# Action item
When you reach the line containing "display:flex; flex-direction:column; background:var(--surface);" in the data below, begin returning lines exactly as written, and stop once the line containing "display:grid; place-items:center; width:63px;" has been returned.

(Saved entries)
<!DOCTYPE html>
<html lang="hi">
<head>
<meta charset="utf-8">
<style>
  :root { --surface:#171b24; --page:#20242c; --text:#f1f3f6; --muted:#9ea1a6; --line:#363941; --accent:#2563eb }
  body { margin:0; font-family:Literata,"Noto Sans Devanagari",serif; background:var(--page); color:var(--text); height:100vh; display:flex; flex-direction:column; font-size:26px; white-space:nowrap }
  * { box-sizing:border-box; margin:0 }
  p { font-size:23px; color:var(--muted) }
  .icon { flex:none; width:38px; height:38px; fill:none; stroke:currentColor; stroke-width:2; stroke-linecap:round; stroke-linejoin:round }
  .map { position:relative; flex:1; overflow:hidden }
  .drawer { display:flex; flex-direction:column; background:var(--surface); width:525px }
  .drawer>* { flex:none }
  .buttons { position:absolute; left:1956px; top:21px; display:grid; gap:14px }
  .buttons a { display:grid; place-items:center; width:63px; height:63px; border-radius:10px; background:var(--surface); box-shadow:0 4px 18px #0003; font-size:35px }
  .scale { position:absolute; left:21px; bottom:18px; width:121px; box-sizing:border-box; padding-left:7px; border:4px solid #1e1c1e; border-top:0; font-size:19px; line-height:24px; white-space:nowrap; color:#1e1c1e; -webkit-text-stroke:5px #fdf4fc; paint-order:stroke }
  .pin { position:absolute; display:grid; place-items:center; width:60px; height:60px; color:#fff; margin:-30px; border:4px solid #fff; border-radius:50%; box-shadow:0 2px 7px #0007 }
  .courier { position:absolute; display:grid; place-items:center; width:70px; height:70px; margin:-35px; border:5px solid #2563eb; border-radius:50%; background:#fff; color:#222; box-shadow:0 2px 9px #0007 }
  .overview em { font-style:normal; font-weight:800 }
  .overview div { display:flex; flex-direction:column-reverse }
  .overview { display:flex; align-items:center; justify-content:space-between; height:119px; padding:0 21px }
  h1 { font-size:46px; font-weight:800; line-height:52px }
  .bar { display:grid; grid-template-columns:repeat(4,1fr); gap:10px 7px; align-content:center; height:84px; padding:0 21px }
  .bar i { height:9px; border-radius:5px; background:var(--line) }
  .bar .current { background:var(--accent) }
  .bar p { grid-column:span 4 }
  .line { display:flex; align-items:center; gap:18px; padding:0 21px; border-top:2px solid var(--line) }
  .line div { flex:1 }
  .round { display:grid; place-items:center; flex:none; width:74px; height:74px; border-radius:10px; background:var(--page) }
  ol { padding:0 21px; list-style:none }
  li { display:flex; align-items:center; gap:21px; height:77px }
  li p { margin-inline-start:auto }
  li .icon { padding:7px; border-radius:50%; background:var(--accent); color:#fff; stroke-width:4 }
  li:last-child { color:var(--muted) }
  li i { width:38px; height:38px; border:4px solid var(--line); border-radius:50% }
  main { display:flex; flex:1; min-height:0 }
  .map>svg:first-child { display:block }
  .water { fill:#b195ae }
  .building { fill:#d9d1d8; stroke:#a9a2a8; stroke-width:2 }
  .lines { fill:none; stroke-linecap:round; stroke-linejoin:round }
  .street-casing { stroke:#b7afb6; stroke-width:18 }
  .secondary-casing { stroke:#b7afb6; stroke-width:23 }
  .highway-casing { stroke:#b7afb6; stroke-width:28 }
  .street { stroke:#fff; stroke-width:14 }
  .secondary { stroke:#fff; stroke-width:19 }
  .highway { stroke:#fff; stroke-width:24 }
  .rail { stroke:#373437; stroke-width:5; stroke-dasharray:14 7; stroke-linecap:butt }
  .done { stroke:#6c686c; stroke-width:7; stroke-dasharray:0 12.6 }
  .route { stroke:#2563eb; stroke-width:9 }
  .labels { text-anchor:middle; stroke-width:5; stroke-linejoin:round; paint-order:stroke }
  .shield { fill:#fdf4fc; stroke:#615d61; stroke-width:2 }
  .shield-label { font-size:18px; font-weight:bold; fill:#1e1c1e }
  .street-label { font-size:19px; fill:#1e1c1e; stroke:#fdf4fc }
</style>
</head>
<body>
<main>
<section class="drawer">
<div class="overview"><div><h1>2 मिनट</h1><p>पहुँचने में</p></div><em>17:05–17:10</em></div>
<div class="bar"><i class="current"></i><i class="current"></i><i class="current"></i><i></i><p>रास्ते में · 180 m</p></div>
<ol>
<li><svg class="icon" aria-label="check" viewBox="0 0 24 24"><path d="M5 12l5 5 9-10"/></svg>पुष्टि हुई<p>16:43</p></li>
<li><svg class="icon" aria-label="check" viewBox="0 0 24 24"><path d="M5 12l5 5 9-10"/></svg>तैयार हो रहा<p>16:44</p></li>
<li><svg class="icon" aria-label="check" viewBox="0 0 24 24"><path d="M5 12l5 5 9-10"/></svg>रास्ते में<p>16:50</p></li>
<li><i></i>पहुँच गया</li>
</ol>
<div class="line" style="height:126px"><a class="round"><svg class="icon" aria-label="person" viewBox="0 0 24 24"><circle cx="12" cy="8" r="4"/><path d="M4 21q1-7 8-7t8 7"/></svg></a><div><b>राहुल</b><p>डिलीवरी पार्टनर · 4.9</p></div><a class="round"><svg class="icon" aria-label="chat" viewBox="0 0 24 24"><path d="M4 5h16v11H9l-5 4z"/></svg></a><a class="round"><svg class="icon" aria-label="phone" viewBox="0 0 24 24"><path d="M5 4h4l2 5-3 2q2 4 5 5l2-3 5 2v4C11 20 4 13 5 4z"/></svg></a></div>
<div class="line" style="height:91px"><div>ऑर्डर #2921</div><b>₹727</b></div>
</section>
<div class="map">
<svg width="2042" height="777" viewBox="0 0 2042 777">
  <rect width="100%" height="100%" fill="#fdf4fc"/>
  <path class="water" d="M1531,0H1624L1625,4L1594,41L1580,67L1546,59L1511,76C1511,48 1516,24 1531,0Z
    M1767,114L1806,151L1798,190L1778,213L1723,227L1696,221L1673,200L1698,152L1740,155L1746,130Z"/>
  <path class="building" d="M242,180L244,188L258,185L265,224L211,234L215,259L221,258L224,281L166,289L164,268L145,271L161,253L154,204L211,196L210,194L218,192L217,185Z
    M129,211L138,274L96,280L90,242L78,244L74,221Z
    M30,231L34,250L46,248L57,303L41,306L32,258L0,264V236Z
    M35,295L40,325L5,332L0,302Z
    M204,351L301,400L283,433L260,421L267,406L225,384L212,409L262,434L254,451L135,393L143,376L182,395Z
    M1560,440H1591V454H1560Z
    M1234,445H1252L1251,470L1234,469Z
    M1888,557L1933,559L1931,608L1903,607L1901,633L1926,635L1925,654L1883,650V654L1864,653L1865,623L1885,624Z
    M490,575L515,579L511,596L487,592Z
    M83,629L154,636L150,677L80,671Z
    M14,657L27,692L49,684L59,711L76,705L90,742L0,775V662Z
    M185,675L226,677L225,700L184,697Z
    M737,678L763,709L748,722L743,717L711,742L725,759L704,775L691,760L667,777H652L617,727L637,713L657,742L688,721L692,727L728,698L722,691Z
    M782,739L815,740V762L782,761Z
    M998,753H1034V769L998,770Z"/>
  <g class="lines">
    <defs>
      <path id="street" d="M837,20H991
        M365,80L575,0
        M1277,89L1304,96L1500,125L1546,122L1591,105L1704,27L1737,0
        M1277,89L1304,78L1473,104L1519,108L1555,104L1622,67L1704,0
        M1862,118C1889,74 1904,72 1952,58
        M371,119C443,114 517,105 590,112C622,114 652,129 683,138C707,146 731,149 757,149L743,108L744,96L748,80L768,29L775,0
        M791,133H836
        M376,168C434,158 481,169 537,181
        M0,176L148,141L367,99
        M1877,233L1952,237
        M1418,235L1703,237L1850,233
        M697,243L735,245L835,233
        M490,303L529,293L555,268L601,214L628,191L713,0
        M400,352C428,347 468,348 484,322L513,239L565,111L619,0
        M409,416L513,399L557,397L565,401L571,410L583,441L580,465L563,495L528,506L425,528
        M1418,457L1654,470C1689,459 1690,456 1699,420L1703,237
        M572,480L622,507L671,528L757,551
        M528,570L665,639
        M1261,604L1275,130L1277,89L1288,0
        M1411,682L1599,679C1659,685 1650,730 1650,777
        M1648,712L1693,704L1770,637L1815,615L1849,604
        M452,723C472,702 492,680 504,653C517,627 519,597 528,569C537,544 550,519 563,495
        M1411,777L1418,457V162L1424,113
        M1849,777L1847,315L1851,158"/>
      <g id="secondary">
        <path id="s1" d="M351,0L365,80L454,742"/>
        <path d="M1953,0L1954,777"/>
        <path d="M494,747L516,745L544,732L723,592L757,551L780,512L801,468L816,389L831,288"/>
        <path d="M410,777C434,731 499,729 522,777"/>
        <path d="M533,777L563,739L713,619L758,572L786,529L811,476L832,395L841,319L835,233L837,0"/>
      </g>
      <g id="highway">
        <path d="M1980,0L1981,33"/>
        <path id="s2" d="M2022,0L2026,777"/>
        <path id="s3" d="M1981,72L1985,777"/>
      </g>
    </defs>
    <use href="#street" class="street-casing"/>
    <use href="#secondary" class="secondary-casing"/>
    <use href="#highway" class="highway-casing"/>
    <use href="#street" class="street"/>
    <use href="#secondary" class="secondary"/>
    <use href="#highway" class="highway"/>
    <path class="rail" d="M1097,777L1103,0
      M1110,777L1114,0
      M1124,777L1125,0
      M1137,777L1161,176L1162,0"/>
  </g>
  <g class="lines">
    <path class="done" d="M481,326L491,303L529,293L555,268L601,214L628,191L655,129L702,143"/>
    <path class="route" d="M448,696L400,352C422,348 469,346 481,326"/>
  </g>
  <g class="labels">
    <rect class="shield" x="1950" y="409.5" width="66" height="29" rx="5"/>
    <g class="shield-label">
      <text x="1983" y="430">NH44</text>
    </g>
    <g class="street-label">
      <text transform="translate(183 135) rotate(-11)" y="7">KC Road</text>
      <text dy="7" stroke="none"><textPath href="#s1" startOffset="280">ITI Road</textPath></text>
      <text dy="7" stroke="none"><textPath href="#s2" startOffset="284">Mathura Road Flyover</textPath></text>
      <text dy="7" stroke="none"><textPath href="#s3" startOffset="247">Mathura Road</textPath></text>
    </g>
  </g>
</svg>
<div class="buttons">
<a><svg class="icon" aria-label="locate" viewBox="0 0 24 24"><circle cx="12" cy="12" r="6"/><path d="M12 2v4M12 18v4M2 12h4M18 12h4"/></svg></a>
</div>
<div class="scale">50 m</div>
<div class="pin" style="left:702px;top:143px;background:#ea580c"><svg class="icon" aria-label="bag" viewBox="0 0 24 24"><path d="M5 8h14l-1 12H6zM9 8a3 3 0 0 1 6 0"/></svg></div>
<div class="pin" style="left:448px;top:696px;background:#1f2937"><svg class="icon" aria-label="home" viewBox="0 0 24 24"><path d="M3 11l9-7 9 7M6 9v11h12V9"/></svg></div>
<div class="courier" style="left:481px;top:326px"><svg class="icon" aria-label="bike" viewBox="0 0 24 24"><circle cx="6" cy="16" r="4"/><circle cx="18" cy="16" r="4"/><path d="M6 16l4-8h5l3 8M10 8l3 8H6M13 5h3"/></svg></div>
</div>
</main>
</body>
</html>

* * *

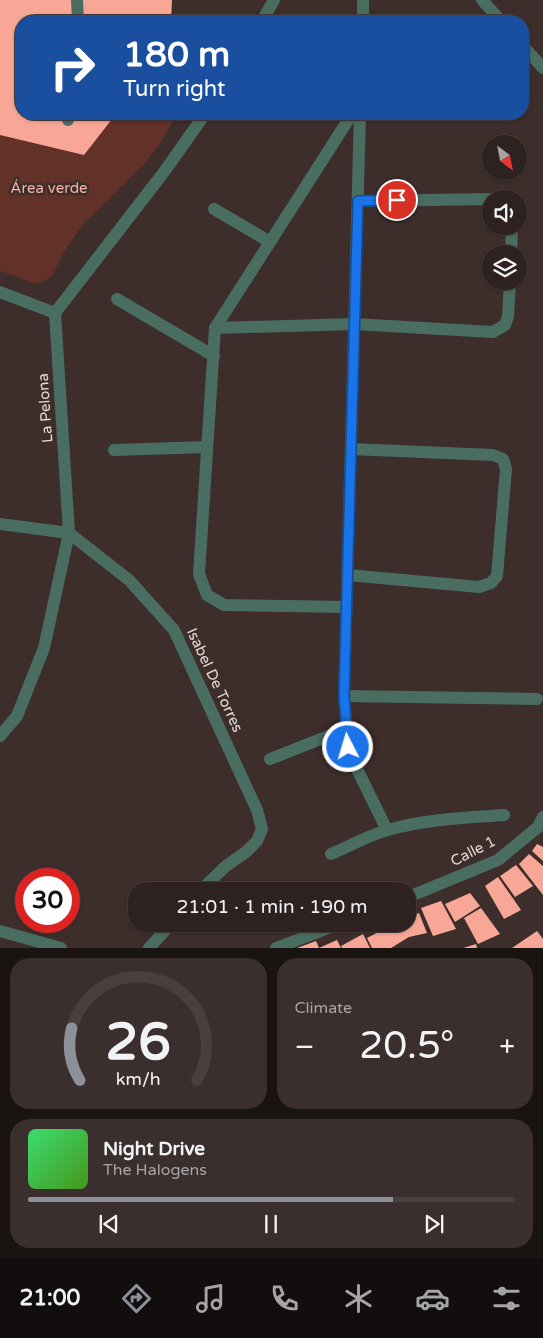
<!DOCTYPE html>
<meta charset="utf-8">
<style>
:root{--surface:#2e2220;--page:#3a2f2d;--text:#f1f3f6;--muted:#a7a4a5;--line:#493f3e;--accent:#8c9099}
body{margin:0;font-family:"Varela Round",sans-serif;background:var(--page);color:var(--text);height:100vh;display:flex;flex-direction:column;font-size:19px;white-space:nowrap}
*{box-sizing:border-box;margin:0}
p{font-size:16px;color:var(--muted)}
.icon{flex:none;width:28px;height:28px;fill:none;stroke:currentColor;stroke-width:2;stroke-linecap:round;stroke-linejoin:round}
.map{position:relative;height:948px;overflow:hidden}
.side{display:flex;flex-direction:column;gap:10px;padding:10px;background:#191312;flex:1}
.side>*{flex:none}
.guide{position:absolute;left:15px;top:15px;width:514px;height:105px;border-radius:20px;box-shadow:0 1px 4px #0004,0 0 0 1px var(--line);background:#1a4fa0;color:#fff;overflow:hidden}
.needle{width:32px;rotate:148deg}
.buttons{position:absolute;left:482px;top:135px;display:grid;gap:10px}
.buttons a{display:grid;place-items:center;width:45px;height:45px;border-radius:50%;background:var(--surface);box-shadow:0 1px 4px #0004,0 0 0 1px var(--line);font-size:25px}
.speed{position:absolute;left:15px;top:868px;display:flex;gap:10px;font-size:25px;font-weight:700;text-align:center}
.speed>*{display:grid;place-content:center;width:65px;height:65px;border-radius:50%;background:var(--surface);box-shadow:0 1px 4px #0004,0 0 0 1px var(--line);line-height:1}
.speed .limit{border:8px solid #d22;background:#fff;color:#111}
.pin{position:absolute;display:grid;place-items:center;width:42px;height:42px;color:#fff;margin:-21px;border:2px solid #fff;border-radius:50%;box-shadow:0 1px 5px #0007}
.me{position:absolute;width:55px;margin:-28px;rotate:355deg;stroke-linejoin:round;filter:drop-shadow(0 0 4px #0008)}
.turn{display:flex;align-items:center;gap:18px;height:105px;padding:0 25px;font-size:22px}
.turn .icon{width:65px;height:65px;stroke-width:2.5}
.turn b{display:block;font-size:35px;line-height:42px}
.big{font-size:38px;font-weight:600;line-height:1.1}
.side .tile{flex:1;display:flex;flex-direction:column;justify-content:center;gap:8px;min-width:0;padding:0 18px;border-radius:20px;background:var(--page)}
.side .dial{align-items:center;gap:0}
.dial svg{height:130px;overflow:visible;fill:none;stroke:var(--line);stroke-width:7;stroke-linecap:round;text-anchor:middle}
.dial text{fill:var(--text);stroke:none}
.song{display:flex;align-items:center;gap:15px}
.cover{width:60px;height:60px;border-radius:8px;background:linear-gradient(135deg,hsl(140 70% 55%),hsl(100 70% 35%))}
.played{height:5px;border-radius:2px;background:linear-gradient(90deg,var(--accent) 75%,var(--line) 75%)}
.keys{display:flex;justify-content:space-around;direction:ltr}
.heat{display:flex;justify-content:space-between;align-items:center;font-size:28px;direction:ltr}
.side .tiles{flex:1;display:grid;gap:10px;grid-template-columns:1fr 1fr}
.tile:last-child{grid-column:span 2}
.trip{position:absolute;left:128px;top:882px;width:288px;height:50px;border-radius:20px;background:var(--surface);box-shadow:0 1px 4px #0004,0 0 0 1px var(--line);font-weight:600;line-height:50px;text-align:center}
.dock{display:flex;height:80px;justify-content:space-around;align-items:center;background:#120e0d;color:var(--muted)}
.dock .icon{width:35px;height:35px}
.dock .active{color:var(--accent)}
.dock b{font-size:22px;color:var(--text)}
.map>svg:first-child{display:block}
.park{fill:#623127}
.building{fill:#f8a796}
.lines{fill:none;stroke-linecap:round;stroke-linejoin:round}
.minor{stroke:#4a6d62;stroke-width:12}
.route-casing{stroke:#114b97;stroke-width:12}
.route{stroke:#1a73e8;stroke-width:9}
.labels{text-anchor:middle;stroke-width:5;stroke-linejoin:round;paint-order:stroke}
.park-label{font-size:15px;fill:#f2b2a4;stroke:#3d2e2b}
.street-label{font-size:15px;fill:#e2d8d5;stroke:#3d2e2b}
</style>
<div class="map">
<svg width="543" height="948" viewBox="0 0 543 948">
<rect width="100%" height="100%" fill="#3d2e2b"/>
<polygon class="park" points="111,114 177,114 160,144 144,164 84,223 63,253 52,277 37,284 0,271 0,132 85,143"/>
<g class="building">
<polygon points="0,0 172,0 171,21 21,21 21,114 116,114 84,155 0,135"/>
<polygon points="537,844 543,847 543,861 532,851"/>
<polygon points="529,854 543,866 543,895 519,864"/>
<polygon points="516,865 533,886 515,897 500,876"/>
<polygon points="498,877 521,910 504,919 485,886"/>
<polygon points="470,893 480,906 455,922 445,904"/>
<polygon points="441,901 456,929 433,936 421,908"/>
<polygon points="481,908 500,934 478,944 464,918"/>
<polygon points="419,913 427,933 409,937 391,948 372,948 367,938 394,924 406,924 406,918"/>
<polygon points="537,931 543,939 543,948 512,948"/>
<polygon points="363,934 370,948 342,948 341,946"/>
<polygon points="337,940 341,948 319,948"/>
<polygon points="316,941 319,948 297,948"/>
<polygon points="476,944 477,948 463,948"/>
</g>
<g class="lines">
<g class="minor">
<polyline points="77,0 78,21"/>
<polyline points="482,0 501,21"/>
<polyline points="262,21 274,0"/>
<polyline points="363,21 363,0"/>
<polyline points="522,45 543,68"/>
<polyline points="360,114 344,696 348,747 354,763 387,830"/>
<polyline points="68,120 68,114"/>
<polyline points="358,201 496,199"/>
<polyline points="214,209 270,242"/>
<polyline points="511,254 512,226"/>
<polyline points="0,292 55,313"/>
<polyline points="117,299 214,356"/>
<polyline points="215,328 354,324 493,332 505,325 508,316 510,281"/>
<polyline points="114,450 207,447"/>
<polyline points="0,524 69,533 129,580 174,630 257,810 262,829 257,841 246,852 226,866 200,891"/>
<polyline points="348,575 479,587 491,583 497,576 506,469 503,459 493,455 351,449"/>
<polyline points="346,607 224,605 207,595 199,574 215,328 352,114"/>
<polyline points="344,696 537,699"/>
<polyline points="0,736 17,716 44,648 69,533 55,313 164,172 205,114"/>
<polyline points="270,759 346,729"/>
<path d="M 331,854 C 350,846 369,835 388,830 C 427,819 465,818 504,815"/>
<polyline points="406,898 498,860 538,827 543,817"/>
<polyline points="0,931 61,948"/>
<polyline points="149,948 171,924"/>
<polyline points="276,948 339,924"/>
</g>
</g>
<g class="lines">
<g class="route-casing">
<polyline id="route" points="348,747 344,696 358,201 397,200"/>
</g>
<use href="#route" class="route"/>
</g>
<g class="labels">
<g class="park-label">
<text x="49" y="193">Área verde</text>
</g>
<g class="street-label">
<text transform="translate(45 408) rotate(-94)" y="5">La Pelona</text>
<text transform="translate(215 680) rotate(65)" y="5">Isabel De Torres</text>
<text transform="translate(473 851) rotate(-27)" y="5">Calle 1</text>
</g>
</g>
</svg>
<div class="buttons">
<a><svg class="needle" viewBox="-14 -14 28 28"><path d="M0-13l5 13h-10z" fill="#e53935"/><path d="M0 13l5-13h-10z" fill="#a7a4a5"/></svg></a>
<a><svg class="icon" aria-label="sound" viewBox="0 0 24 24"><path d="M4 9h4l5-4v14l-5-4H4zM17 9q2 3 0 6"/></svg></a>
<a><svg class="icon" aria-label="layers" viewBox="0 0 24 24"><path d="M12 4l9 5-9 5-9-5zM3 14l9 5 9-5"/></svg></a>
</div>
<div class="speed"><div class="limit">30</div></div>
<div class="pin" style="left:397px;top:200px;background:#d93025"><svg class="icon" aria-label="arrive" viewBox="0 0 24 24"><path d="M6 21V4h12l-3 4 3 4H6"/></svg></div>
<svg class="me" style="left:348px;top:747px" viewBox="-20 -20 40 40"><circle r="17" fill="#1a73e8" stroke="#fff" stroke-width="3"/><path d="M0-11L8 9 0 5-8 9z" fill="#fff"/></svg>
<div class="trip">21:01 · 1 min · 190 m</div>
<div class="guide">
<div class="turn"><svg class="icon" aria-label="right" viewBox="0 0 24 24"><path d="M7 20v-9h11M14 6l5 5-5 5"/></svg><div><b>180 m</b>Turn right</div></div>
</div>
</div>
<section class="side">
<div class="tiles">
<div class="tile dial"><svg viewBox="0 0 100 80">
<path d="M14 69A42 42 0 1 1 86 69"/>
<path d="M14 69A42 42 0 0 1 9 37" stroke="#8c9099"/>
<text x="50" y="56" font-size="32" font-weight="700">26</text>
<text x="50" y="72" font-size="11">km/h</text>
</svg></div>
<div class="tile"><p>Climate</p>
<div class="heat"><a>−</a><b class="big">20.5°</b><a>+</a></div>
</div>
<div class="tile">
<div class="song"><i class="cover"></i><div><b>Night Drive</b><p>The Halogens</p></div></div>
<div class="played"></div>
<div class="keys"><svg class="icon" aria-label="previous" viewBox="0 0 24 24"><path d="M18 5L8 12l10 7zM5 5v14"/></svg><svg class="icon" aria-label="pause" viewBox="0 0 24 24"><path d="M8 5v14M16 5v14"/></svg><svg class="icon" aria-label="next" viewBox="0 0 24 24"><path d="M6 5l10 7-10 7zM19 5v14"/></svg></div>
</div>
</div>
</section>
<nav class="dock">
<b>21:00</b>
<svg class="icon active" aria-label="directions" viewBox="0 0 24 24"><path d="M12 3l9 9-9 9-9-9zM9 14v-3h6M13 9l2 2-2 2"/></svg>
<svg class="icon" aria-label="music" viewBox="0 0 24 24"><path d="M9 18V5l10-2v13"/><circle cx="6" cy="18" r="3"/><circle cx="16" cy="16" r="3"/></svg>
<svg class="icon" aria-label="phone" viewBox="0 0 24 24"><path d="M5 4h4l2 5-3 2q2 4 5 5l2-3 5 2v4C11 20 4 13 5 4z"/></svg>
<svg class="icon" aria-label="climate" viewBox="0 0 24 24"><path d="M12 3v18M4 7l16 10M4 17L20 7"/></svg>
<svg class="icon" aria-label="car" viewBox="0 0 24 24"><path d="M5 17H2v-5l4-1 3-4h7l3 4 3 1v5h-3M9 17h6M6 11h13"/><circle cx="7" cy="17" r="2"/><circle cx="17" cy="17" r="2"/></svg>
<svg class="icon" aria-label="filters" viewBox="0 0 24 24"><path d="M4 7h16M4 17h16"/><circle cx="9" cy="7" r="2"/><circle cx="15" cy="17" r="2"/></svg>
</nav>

# Answer section
  .drawer { display:flex; flex-direction:column; background:var(--surface); width:525px }
  .drawer>* { flex:none }
  .buttons { position:absolute; left:1956px; top:21px; display:grid; gap:14px }
  .buttons a { display:grid; place-items:center; width:63px; height:63px; border-radius:10px; background:var(--surface); box-shadow:0 4px 18px #0003; font-size:35px }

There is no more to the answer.